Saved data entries
==================================================

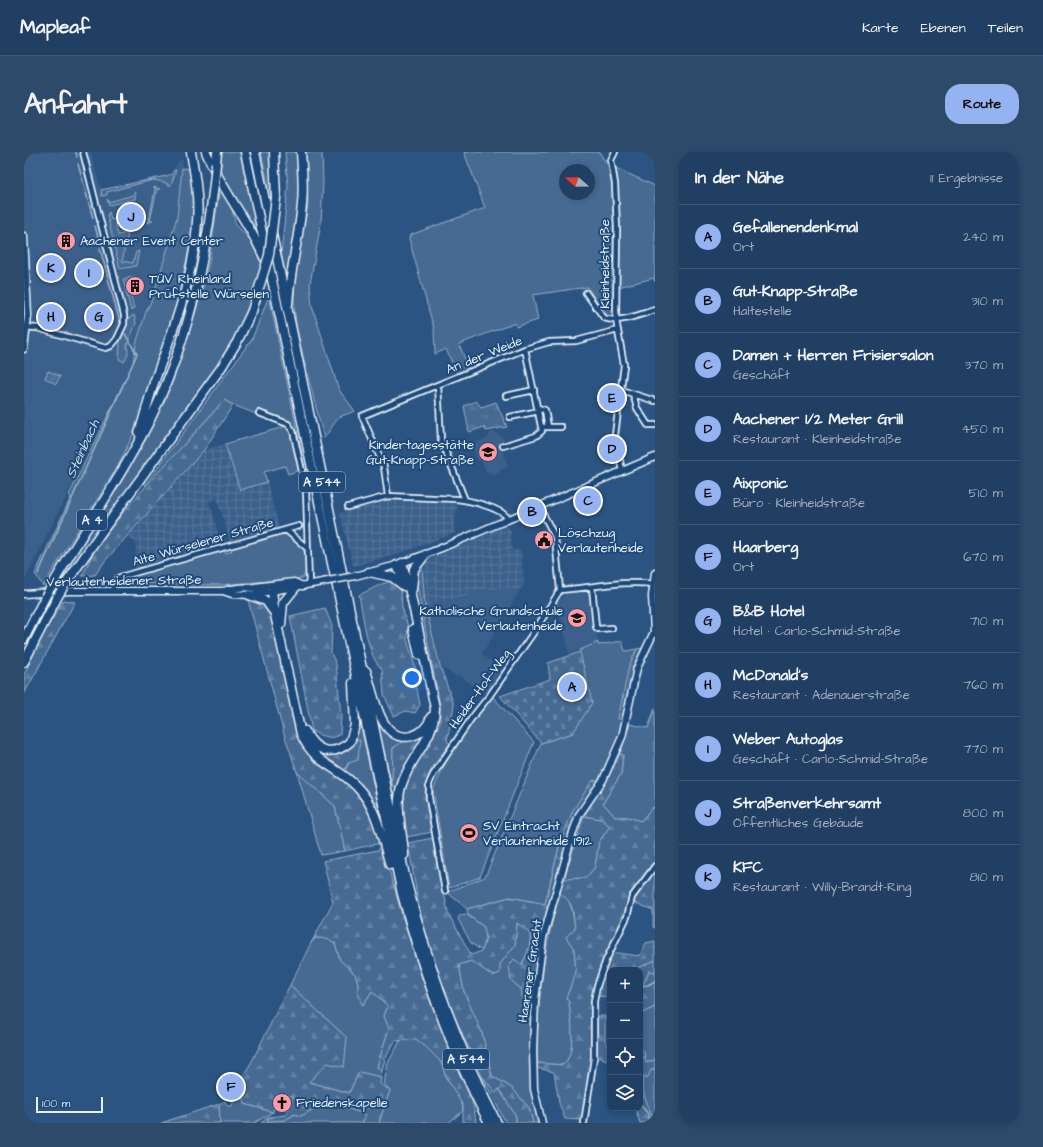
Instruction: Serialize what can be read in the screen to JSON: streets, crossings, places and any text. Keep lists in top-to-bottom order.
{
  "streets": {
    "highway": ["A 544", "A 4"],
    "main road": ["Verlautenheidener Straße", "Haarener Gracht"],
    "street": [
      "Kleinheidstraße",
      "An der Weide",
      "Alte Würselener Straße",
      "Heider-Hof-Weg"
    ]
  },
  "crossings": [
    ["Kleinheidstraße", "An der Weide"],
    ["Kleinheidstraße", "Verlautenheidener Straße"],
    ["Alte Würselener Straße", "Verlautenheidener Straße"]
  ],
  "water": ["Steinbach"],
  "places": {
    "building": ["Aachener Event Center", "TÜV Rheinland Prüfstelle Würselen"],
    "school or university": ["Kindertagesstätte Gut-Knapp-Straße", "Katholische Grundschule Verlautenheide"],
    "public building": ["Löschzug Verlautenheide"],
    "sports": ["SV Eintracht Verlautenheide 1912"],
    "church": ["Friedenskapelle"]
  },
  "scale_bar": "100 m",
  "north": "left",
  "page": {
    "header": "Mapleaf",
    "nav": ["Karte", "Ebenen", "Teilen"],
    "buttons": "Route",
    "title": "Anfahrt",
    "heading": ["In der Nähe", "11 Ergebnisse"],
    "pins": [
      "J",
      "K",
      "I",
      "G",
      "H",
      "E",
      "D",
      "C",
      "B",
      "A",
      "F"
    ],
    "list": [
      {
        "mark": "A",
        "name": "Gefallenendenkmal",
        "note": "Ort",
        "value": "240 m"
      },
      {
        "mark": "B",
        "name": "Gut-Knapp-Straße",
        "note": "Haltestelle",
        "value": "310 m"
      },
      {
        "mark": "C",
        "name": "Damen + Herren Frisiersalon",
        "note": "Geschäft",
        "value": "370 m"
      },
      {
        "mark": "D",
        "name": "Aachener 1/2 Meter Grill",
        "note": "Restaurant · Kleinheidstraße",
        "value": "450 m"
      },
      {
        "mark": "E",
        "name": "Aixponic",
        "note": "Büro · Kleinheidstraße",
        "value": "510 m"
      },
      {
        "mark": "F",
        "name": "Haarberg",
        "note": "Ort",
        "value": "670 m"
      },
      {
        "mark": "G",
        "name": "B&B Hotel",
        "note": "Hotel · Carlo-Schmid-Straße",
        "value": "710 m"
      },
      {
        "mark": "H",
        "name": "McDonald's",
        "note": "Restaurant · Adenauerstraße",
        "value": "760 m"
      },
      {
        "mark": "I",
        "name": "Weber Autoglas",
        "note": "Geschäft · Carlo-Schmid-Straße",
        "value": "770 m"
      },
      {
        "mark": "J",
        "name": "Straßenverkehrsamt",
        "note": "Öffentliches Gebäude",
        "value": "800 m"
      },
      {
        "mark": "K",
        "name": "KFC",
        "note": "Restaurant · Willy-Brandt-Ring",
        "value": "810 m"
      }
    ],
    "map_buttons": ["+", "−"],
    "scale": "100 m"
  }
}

==================================================

• WHAT YOU ARE ASKED TO DO: Using the records above, work out the number of lines that contain "Knapp" and write only that number.

• EXPECTED ANSWER: 2